The police received more than 800 tips they were investigating, including one in January about teenager Mikhail "Michael" Markhasev. Markhasev, then 18, was born in Lviv, Soviet Ukraine, and emigrated to the United States with his mother in 1989. Markhasev was ultimately apprehended in March after the National Enquirer received information from an acquaintance of his.

Markhasev, who had previous arrests for drug possession, pleaded not guilty. Some of his friends initially stated they believed he was innocent. The grand jury convened three months after the murder. Markhasev was charged with first-degree murder and attempted robbery. As Cosby was murdered during a robbery attempt, it elevated the charge to a capital offense. Because of these special circumstances, Markhasev would be eligible for a death penalty, if convicted.

Two acquaintances of Markhasev, Sara Peters and Michael Chang, testified against him at the hearing. Peters and her boyfriend, Eli Zakaria (who refused to testify, invoking his Fifth Amendment right to not incriminate himself), were with Markhasev on the night of the murder and were high on cocaine and heroin. Peters testified they had stopped to use the pay phone at a park-and-ride lot about 450 ft from where Cosby had pulled over to fix his flat tire. Peters testified that while Zakaria was on the phone, Markhasev walked off without saying where he was going. Within a few minutes, Peters heard a loud noise like a car backfiring, and Markhasev ran back to the car, saying, "Let's go. We've got to get out of here. Let's go." Markhasev refused to tell them what happened, but they stopped at a wooded area that matched the description of the area where the murder weapon was discovered.

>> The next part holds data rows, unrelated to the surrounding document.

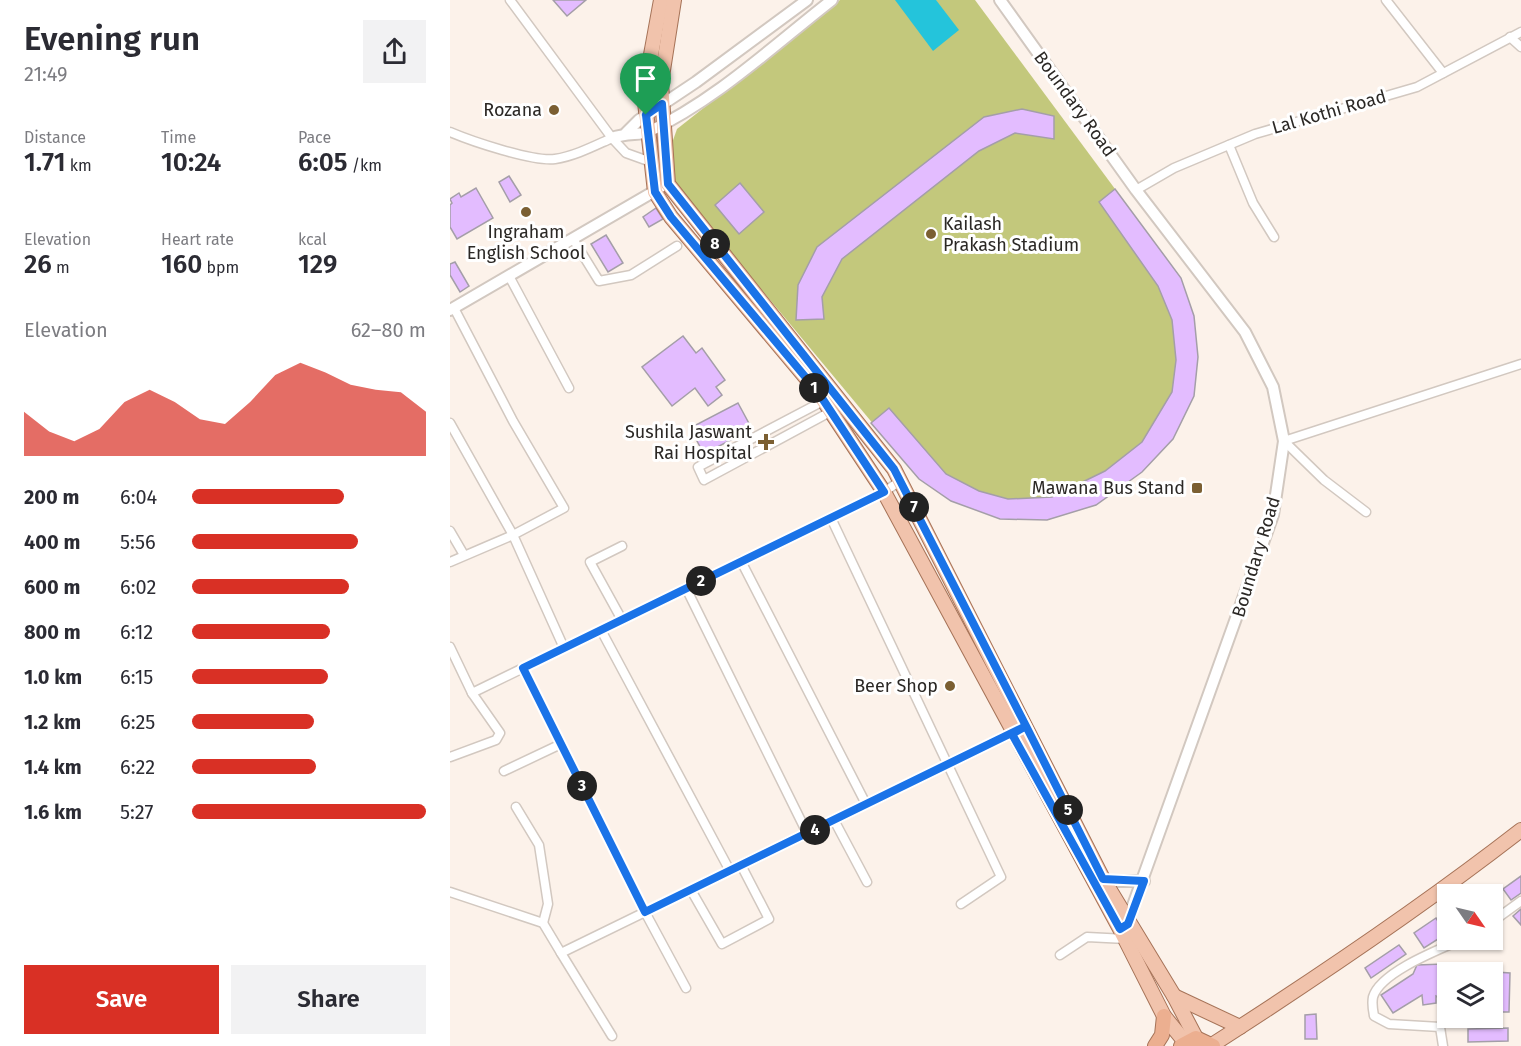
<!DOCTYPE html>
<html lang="en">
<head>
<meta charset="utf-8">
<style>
	:root { --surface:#fff; --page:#f2f2f3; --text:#2b2b33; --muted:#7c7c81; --accent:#d93025 }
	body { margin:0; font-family:"Fira Sans",sans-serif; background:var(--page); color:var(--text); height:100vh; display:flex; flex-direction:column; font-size:22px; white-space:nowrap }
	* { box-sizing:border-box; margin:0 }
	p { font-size:20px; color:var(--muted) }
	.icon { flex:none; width:33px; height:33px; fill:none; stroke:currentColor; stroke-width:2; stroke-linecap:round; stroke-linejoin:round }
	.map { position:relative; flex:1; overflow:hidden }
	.panel { display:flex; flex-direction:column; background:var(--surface); width:450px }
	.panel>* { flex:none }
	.needle { width:39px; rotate:124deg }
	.buttons { position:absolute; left:987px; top:884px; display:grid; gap:12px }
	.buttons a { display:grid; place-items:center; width:66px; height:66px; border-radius:0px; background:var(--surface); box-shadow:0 2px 4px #0004; font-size:30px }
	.pin { position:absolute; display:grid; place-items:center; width:51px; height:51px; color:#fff; margin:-62px -26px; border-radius:50% 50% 50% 0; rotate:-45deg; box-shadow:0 0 6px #0007 }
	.pin .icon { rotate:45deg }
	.km { position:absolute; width:30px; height:30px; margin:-15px; border-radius:50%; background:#222; color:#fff; font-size:16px; line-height:30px; text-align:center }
	.round { display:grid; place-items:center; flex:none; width:63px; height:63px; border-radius:0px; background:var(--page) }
	.head { display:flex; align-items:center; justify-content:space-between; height:102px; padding:0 24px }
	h1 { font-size:33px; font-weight:600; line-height:45px }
	.metrics { display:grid; grid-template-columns:repeat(3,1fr); gap:9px; height:102px; padding:6px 24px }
	.metrics div { display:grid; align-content:center }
	.metrics b { font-size:26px; font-weight:600 }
	.metrics small { font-size:16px; font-weight:400 }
	.metrics p { font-size:16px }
	.chart { height:168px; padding:12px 24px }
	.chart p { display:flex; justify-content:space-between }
	.chart svg { width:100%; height:108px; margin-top:6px; fill:var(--accent); opacity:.7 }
	.cta { display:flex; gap:12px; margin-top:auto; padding:12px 24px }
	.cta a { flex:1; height:69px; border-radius:0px; background:var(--accent); color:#fff; font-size:24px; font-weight:600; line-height:69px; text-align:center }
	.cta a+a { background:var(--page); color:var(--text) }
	ul { padding:0 24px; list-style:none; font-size:20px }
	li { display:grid; grid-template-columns:96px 72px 1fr; align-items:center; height:45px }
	li i { height:15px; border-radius:8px; background:var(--accent) }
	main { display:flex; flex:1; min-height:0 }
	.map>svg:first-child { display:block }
	.green { fill:#c3c87c }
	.water { fill:#24c4db }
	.building { fill:#e3bcff; stroke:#a49ea8; stroke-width:1.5 }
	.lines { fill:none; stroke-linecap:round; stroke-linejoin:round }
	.minor-casing { stroke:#d2c8c0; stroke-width:11 }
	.tertiary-casing { stroke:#d2c8c0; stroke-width:14 }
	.primary-casing { stroke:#a67358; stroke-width:16 }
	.trunk-casing { stroke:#a67358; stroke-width:16 }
	.minor { stroke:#fff; stroke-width:8 }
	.tertiary { stroke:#fff; stroke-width:10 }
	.primary { stroke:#f1c3ac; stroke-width:14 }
	.trunk { stroke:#ecaf90; stroke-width:14 }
	.route-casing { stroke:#fff; stroke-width:12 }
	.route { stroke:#1a73e8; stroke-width:8 }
	.poi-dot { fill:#7b5f32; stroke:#fff; stroke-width:2 }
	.labels { text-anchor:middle; stroke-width:6; stroke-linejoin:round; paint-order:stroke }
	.street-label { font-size:18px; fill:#2b2825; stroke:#fff }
	.poi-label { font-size:18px; fill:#2b2825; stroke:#fff; text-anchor:end }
</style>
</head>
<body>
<main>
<section class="panel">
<div class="head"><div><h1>Evening run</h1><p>21:49</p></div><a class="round"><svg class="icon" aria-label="share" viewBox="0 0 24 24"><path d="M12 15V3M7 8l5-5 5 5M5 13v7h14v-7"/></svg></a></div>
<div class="metrics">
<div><p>Distance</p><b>1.71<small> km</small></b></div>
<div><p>Time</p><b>10:24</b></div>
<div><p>Pace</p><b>6:05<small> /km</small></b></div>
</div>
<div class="metrics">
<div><p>Elevation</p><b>26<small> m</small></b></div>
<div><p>Heart rate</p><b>160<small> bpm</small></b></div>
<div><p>kcal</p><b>129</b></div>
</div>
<div class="chart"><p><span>Elevation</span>62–80 m</p>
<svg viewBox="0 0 160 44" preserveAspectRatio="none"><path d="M0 44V26L10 34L20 38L30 33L40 22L50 17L60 22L70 29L80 31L90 22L100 11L110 6L120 10L130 15L140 17L150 18L160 26V44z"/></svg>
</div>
<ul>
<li><b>200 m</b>6:04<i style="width:65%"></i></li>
<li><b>400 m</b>5:56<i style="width:71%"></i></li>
<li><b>600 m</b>6:02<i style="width:67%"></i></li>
<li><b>800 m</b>6:12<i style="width:59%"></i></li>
<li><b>1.0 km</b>6:15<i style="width:58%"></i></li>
<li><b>1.2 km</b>6:25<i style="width:52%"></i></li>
<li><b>1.4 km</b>6:22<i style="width:53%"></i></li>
<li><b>1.6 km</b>5:27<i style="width:100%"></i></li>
</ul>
<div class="cta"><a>Save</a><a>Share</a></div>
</section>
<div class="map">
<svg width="1071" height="1046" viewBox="0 0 1071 1046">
	<rect width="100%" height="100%" fill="#fcf2ea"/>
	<polygon class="green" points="390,0 525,0 731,278 748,357 744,396 723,439 692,472 646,505 597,520 501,501 469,479 226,187 216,160 227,129"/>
	<polygon class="water" points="445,0 486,0 509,30 483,51"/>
	<g class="building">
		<polygon points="103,0 136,0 117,16"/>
		<polygon points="572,109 604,116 604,139 565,133 529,151 392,259 372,297 374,319 346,320 348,285 367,247 534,117"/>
		<polygon points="59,176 71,195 60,202 49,182"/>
		<polygon points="290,183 314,212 289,234 265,205"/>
		<polygon points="26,188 43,218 7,239 0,227 0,205 2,203 0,199 9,193 11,197"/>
		<polygon points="665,189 731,278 744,316 748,357 744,396 723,439 692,472 646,505 597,520 550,519 501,501 469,479 421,423 439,408 496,474 529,491 558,499 602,497 655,471 692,442 722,392 726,360 722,320 708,286 649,202"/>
		<polygon points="206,208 213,219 199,227 193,217"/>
		<polygon points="156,235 173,263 158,272 141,244"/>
		<polygon points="5,262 19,286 10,292 0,275 0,264"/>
		<polygon points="233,336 246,353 252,348 275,380 266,387 272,395 258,406 245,388 222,406 192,367"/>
		<polygon points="288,403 302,429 254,454 240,428"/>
		<polygon points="1071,876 1071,893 1061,900 1053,889"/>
		<polygon points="1071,909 1071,925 1063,916"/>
		<polygon points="986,918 996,934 974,948 964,933"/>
		<polygon points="949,945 956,954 921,978 915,968"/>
		<polygon points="994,964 994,973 998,974 998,1002 986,996 986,1003 973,1005 972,995 943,1013 931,995 963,974 967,965"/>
		<polygon points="1046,972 1060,973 1059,1012 1045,1012"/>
		<polygon points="866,1014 867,1039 855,1039 855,1015"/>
		<polygon points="1058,1028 1058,1041 1018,1042 1018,1029"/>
	</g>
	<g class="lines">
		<g class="minor-casing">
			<g id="minor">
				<polyline points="60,0 162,138 176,153 201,162"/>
				<polyline points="936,0 993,73"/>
				<polyline points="1060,37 1071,47"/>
				<path d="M0 132C21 141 83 162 105 159 125 156 144 146 162 138"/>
				<polyline points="779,145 803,203 824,237"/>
				<polyline points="686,190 724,168 805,134 967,87 1071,32"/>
				<polyline points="123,239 149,281 181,275 227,246"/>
				<polyline points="59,276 119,388"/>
				<polyline points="377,399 248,467 254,480 380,412"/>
				<polyline points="0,423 63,535 114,648"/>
				<polyline points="916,512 874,480 834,441 1071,364"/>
				<polyline points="381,518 551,877 511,904"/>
				<polyline points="0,531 14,555"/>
				<polyline points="172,546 140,562 172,620"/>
				<polyline points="291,561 416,804"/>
				<polyline points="0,562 63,535 114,508 63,421 4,308"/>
				<polyline points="236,588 357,833"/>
				<polyline points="151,630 280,871"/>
				<polyline points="0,647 22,693 50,733 46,740 0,757"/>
				<polyline points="73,668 195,912 236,988"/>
				<polyline points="22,693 434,492 450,481"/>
				<polyline points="54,771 111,744"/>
				<polyline points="66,807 89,845 98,904 93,923"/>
				<polyline points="384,820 417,882"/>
				<polyline points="241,890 272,944 319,919 291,865"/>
				<polyline points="0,892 93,923 111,953 568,730"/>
				<polyline points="1042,922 1071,901"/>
				<polyline points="111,953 162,1036"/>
				<polyline points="610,955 637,937 676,939"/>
				<path d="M993 1046 990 1027 939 1024 924 1016C923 1011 922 1002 923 997 930 972 990 949 1013 939"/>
			</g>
		</g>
		<g class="tertiary-casing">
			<g id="tertiary">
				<polyline points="550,0 686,190 795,332 823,387 834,441 823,515 676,925"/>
				<polyline points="176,133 189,120 246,82 357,0"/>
				<path d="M162 138C175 133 190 135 198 132 266 100 323 46 382 0"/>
				<polyline points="0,310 210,188"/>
				<polyline points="649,881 694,881"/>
			</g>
		</g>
		<g class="primary-casing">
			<g id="primary">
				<polyline points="211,0 194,93 205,192 221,217 368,392 434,492 670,929 714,1016 735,1042"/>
				<polyline points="224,0 211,83 218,184 444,469 653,879 724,996 746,1038"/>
				<polyline points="724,996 790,1027"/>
				<path d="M762 1045C868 977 972 907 1071 830"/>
			</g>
		</g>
		<g class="trunk-casing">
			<g id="trunk">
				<polyline points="705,1046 712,1035 714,1016"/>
				<polyline points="731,1046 746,1038 763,1046"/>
			</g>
		</g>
		<use href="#minor" class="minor"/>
		<use href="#tertiary" class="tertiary"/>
		<use href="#primary" class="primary"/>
		<use href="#trunk" class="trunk"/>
	</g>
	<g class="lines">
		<g class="route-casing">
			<polyline id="route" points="196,115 205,192 221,217 368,392 434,492 73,668 195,912 576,726 653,879 694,881 678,924 670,929 562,734 576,726 444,469 218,184 212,104 196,115"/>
		</g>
		<use href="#route" class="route"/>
	</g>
	<g class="poi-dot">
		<circle cx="104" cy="110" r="6"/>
		<circle cx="76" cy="212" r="6"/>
		<circle cx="481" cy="234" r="6"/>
		<path d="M313 433h6v6h6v6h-6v6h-6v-6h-6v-6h6z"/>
		<rect x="741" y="482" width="12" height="12" rx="3"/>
		<circle cx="500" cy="686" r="6"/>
	</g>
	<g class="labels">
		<g class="street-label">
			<text transform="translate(625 104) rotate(54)" y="6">Boundary Road</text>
			<text transform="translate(879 112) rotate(-16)" y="6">Lal Kothi Road</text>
			<text transform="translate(806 557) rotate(-73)" y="6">Boundary Road</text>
		</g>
		<g class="poi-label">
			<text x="92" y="116">Rozana</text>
			<text x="493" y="230" text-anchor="start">Kailash<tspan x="493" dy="21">Prakash Stadium</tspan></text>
			<text x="76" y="238" text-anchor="middle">Ingraham<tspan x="76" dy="21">English School</tspan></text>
			<text x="302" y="438">Sushila Jaswant<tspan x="302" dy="21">Rai Hospital</tspan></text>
			<text x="735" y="494">Mawana Bus Stand</text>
			<text x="488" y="692">Beer Shop</text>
		</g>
	</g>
</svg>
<div class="buttons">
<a><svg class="needle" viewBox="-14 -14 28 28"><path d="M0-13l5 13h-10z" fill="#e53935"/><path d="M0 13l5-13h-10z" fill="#7c7c81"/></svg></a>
<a><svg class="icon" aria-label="layers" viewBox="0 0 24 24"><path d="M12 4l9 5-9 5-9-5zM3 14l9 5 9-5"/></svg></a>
</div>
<div class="pin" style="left:196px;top:115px;background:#1e9e55"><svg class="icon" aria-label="arrive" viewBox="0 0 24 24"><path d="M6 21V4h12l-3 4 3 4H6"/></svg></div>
<b class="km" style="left:364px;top:388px">1</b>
<b class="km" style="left:251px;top:581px">2</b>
<b class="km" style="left:132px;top:786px">3</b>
<b class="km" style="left:365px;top:830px">4</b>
<b class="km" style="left:618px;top:810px">5</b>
<b class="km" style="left:464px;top:507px">7</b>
<b class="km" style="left:265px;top:244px">8</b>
</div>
</main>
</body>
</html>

Michael Chang and a friend later attempted to help Markhasev find the gun. In a statement to the grand jury Chang stated that Markhasev admitted to killing Cosby. Markhasev said that Cosby was frightened when he pulled the gun and demanded money, and that Markhasev shot Cosby because he was taking too long to give him money.

After Markhasev was indicted by the grand jury, neither Peters nor Chang testified in Markhasev's two-week trial in July 1998. From jail, Markhasev sent a letter to an acquaintance in which he admitted to the murder, writing, "I shot the nigger. I went to rob a [drug] connection and obviously found something else." Markhasev's attorneys unsuccessfully tried to argue that the letters were forged and that Zakaria was the killer. Markhasev was ultimately convicted and sentenced to life without the possibility of parole, plus an additional 10 years in prison.

==2001 confession==
In February 2001, Markhasev sent a letter to California Deputy Attorney General Kyle Brodie asking that all appeals in his case stop. Markhasev wrote to Brodie that he had killed Cosby and that he wanted to do the right thing by confessing. "Although my appeal is in its beginning stages, I don't want to continue with it because it's based on falsehood and deceit," wrote Markhasev, who is incarcerated at California State Prison, Corcoran. "I am guilty, and I want to do the right thing ... More than anything, I want to apologize to the victim's family. It is my duty as a Christian, and it's the least I can do, after the great wickedness for which I am responsible."